Not to mention that the brand has made numerous appearances on “best places to work” lists. They care for their cause and their team and in turn, their consumers make it a point to continue to shop with them over other brands.
The Damage that Reputational Harm Can Cause
Reputational harm can negatively impact your business in numerous ways.
A single occurrence of reputational harm can stick with your brand for years. And in turn, can negatively impact client and employee retention, consumer loyalty and investor trust. This can lead to increased costs for hiring as your company will appear to be a less desirable place to work. And of course there will be the additional marketing and PR costs that it will take to turn the narrative around.
Plus, trust, which is at the crux of every valuable relationship (between both company and employees and company and consumers) will be tarnished. And like any good relationship expert will tell you, trust can be rebuilt, but it will take time and lots of hard work to do so.
How to Avoid Reputational Harm
Not only will companies with positive brand reputations garner loyalty from consumers but also employees. This is valuable on so many levels, that it makes the methods to foster and maintain a positive image worthwhile.

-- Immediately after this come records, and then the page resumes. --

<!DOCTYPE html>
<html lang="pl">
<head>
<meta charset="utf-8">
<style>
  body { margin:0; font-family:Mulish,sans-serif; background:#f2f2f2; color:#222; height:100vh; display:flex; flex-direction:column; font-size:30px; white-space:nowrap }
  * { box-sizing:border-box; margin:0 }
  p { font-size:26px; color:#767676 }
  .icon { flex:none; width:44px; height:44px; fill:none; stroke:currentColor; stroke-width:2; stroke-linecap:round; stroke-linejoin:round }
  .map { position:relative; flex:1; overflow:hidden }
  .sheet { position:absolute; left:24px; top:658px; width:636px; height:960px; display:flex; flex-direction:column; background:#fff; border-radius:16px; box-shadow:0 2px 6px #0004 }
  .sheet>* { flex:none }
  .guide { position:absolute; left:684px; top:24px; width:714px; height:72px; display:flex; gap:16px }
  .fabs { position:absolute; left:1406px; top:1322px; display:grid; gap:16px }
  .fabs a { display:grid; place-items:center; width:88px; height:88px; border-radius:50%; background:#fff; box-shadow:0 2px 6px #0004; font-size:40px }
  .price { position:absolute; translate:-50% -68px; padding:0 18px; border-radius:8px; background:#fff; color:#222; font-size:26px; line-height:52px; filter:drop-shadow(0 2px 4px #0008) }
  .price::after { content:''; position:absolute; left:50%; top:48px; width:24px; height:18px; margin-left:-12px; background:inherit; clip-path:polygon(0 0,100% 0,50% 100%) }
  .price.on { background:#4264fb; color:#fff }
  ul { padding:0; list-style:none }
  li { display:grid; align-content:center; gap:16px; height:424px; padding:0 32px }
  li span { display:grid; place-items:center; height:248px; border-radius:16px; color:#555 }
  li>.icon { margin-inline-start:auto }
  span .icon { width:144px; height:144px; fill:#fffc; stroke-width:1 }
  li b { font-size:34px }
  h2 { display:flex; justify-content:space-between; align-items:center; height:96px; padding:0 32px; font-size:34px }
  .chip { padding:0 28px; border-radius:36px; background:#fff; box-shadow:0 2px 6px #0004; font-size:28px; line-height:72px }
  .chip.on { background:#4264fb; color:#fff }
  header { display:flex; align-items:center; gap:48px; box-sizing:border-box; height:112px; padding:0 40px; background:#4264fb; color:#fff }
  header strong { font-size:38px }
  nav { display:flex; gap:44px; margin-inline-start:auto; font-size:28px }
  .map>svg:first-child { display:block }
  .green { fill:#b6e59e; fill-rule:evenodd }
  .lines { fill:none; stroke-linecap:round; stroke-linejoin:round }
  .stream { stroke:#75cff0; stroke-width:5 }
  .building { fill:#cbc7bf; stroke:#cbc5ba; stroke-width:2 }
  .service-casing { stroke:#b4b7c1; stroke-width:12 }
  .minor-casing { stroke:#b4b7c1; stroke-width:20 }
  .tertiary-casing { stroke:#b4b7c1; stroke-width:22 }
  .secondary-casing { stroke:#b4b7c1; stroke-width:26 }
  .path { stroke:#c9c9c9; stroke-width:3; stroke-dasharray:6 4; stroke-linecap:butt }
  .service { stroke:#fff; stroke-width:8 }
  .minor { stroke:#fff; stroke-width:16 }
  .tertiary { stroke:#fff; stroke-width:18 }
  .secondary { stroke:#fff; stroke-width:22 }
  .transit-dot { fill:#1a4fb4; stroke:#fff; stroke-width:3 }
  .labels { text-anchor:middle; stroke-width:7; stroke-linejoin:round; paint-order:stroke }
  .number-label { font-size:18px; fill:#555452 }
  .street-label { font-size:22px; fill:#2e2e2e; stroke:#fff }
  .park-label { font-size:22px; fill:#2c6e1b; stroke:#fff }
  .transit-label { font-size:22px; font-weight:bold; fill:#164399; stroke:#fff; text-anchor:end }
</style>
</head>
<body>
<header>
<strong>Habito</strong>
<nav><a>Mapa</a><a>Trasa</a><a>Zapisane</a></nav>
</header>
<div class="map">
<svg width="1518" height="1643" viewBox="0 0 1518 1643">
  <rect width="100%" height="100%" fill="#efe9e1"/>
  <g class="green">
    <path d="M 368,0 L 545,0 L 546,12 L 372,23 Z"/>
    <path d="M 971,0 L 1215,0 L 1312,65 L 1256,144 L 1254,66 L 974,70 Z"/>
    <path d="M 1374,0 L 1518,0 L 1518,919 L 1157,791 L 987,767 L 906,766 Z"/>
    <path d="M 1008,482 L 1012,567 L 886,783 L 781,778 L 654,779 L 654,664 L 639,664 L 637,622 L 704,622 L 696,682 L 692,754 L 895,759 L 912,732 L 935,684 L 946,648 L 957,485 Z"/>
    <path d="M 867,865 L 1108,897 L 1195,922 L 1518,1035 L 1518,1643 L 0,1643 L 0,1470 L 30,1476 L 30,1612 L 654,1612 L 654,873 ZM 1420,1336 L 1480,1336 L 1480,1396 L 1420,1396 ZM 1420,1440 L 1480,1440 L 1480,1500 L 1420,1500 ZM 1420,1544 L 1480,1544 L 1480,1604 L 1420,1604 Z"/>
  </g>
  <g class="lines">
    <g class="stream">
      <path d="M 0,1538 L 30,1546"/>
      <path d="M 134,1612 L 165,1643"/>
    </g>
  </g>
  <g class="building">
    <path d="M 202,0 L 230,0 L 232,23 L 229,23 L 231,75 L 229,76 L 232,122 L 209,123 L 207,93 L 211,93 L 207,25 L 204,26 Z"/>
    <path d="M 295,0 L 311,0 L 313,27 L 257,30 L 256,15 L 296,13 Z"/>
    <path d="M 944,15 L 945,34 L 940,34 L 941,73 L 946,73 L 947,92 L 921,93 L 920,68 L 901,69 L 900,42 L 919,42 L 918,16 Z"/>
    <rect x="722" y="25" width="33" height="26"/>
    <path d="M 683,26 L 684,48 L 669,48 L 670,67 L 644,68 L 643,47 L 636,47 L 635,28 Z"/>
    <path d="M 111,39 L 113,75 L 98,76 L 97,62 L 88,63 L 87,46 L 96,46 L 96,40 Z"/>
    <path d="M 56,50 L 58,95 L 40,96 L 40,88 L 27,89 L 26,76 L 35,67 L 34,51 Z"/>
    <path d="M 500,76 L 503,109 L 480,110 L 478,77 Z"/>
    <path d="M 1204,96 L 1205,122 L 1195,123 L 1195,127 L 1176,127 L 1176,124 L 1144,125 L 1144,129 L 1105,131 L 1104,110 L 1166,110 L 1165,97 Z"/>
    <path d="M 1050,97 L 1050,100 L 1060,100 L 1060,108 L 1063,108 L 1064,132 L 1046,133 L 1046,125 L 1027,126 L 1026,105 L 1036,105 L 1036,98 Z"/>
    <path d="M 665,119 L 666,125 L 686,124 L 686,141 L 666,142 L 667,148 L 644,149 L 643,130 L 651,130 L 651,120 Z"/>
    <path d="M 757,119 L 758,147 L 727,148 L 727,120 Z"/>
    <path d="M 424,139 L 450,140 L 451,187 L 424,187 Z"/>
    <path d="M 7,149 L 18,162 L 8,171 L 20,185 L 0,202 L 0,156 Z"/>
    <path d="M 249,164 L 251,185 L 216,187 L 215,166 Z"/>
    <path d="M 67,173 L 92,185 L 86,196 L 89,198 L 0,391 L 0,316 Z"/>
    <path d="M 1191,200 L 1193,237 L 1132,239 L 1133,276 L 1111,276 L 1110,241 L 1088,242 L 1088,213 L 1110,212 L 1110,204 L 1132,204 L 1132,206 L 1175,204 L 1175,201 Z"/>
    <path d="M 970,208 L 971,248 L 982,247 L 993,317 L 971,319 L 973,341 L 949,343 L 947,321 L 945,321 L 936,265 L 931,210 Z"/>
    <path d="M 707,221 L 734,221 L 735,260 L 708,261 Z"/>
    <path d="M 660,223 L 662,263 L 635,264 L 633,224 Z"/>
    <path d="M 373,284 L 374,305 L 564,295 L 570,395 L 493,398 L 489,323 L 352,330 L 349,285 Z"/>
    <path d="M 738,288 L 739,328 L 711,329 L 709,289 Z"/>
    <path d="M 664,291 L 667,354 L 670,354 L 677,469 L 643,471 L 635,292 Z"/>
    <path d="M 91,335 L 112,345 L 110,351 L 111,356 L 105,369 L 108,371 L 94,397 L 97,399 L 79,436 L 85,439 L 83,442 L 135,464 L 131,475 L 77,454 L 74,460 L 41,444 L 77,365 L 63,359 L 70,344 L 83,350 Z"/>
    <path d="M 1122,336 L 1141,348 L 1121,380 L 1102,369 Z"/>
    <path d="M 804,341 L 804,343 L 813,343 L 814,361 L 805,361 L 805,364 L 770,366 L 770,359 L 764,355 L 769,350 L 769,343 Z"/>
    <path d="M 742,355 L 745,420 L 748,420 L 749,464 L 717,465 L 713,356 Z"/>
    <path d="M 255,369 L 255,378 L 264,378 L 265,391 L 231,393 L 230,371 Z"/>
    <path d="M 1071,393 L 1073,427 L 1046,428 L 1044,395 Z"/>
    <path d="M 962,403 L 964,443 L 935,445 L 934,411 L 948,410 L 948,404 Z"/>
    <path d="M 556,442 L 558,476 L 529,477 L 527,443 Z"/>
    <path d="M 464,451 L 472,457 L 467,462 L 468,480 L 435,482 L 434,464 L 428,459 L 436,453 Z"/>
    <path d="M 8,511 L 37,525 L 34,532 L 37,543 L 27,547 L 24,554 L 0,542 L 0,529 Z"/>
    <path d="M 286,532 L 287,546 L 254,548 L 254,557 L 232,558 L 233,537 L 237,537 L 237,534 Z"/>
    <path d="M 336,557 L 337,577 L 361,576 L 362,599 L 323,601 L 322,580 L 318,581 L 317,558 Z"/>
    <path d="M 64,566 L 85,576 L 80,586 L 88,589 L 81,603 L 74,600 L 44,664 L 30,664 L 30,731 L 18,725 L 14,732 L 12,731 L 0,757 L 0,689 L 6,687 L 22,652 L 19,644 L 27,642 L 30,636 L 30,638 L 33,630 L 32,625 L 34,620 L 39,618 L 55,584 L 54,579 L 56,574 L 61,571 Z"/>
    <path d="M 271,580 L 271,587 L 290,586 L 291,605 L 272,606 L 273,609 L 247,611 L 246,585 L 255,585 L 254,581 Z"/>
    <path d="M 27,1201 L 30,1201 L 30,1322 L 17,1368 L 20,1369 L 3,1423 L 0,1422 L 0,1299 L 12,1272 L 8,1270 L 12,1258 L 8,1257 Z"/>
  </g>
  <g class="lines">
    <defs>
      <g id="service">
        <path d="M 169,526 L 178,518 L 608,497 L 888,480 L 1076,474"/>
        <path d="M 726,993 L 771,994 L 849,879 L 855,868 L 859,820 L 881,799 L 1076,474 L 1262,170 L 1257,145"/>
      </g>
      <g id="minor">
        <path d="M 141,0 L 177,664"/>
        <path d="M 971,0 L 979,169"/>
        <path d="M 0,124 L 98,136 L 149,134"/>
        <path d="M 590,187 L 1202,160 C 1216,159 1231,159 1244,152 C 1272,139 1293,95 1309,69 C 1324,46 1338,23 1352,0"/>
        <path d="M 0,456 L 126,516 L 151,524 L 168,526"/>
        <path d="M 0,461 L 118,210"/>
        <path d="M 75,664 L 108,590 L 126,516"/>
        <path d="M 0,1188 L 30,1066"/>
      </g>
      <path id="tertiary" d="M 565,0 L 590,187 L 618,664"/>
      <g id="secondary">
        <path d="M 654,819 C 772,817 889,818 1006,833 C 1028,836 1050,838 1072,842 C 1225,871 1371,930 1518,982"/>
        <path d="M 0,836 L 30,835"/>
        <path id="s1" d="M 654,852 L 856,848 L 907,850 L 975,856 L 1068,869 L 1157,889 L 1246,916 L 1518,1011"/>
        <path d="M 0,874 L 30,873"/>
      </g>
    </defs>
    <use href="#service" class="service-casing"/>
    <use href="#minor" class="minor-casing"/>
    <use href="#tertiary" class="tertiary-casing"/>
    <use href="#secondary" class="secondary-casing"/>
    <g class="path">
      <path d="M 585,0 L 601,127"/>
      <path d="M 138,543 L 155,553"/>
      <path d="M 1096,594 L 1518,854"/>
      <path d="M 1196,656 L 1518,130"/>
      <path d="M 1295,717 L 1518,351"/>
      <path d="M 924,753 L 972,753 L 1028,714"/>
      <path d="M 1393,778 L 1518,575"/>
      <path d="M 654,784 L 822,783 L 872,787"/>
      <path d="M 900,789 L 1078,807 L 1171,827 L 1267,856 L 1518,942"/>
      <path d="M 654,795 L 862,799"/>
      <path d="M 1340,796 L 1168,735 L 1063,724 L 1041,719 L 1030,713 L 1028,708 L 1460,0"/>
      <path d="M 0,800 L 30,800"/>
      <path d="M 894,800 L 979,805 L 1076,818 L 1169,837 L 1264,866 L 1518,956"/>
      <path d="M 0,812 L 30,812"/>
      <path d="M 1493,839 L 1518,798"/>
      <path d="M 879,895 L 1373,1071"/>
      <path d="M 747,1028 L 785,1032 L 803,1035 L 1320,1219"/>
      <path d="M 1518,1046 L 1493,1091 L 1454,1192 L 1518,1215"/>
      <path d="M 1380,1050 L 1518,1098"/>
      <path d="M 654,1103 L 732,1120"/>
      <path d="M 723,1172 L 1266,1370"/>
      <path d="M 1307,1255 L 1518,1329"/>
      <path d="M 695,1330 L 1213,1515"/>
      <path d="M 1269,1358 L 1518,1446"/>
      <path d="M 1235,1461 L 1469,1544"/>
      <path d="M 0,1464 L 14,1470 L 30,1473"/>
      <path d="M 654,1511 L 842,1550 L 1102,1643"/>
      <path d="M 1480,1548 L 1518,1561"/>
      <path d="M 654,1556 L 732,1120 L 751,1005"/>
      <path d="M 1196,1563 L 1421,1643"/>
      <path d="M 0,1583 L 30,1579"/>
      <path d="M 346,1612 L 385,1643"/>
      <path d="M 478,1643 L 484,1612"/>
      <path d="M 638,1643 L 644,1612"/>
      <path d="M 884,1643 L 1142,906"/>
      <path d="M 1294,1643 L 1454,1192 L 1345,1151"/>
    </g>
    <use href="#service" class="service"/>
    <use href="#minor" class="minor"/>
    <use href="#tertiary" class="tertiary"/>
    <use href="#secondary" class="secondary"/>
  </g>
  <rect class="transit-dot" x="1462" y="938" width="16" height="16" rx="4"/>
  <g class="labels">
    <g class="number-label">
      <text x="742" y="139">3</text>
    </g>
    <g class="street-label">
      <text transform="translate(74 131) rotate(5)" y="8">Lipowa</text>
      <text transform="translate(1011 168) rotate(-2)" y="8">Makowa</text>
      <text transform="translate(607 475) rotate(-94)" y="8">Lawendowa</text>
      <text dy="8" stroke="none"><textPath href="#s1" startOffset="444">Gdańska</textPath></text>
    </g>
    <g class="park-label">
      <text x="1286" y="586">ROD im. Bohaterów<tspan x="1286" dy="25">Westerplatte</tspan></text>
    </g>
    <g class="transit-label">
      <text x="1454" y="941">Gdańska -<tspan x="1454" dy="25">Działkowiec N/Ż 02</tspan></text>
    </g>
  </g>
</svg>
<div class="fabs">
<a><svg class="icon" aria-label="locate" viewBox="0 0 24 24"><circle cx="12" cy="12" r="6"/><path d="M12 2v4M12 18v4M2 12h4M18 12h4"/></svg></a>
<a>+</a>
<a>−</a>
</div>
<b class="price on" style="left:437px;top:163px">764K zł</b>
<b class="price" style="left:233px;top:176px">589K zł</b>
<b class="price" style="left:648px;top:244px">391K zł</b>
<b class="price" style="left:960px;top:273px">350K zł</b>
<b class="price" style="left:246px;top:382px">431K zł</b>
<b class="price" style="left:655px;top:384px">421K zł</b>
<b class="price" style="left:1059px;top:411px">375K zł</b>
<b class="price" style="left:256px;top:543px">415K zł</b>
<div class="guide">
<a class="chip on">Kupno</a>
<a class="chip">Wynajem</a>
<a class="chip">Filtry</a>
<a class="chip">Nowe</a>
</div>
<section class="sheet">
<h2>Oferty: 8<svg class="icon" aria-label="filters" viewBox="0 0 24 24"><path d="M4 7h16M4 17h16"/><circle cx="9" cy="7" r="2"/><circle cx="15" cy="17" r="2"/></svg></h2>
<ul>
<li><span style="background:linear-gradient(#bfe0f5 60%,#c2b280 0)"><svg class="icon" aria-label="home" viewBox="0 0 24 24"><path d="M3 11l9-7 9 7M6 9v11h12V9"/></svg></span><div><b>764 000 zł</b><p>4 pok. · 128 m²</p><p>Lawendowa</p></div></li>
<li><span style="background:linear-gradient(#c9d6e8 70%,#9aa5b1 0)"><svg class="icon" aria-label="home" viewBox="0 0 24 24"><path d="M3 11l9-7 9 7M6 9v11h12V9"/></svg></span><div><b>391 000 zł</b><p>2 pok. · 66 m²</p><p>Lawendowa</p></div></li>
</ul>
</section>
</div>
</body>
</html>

To mitigate risk and fortify a reputable brand name consider building your company culture around ethics that promote a fair workplace. Further, clearly state a brand mission that you feel you can achieve and live up to the promises you make to both consumers and employees. Look to benefit causes your company cares about and do good things in your community. Further, focus on the quality and safety of your product. And of course invest in security to protect consumer information through every step of the purchase process.
Add value to people’s lives through your product, but also your purpose. Take the responsibility seriously and stay engaged with real time issues as they occur. You may find that the time you devote to your company’s reputation is the most valuable investment of all.